大型ビジョンに映し出された「令和元年、優勝するのは千葉ロッテマリーンズ」のメッセージ ©堀慶介

 そんな中、私は思った。ああ、なるほど。千葉ロッテマリーンズは本気で優勝をするつもりでいる。自信と確信に満ちている。あれは世間でもマスコミでもファンに向けたメッセージでもない。チームに向けて「分かっているな。今年は優勝できるぞ! 優勝しないといけないんだぞ」というフロントの強い意思表示であり、時間が経って、「ホラ、言った通りでしょ」と言ってのけるために撒いた種なのだ。

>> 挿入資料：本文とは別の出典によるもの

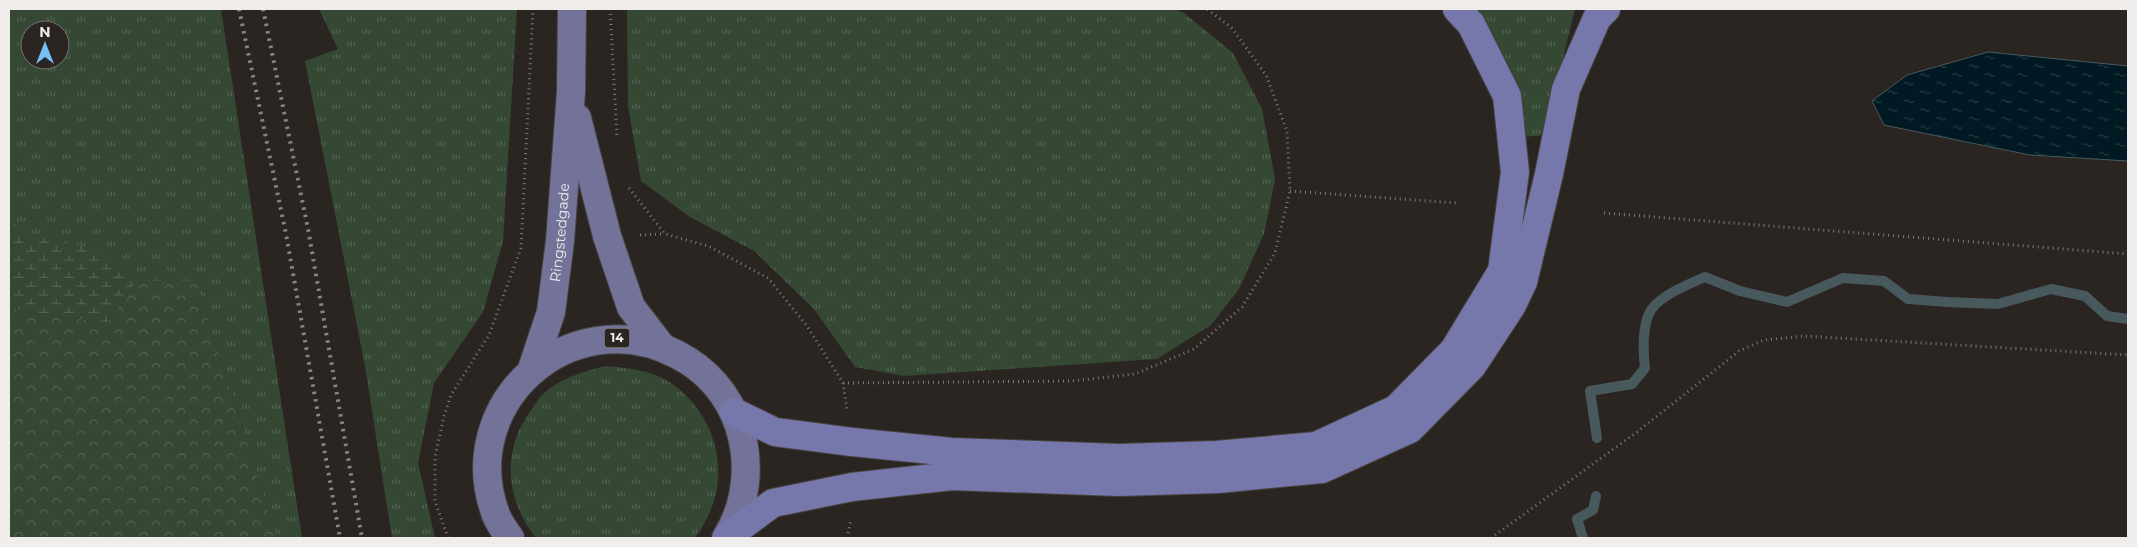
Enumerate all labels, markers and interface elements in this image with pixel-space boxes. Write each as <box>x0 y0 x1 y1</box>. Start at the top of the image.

 言魂という言葉がある。言葉が持つ不思議な力。言葉として世に発せられたものに力が宿り、現実に起きることだ。そう、まさに「令和元年、優勝するのは千葉ロッテマリーンズだ!」には企画した球団職員の強い言霊を感じる。よくぞ、この炎上を怖がる傾向にある現代社会で、言ってのけたものだ、千葉ロッテマリーンズ!(普通の球団ならリスク回避するが、この開幕前日に助っ人がバリカン片手に歌を歌いながら髪を切り出す動画をYouTubeにアップする球団は一味も二味も違うのは冒頭でも伝えた通り)。10月にもう一度、ビジョンに誇らしく掲げて見せてくれ。「令和元年、優勝したのは千葉ロッテマリーンズだ!」と。この12球団最強打線と12球団でもっとも層の厚い投手陣があれば、それは現実となるだろう。さあ、伝説のシーズンが高らかに幕を開けた。凄い一年となりそうな予感が漂う。目を離さず、一緒に歌い、踊り、応援しよう。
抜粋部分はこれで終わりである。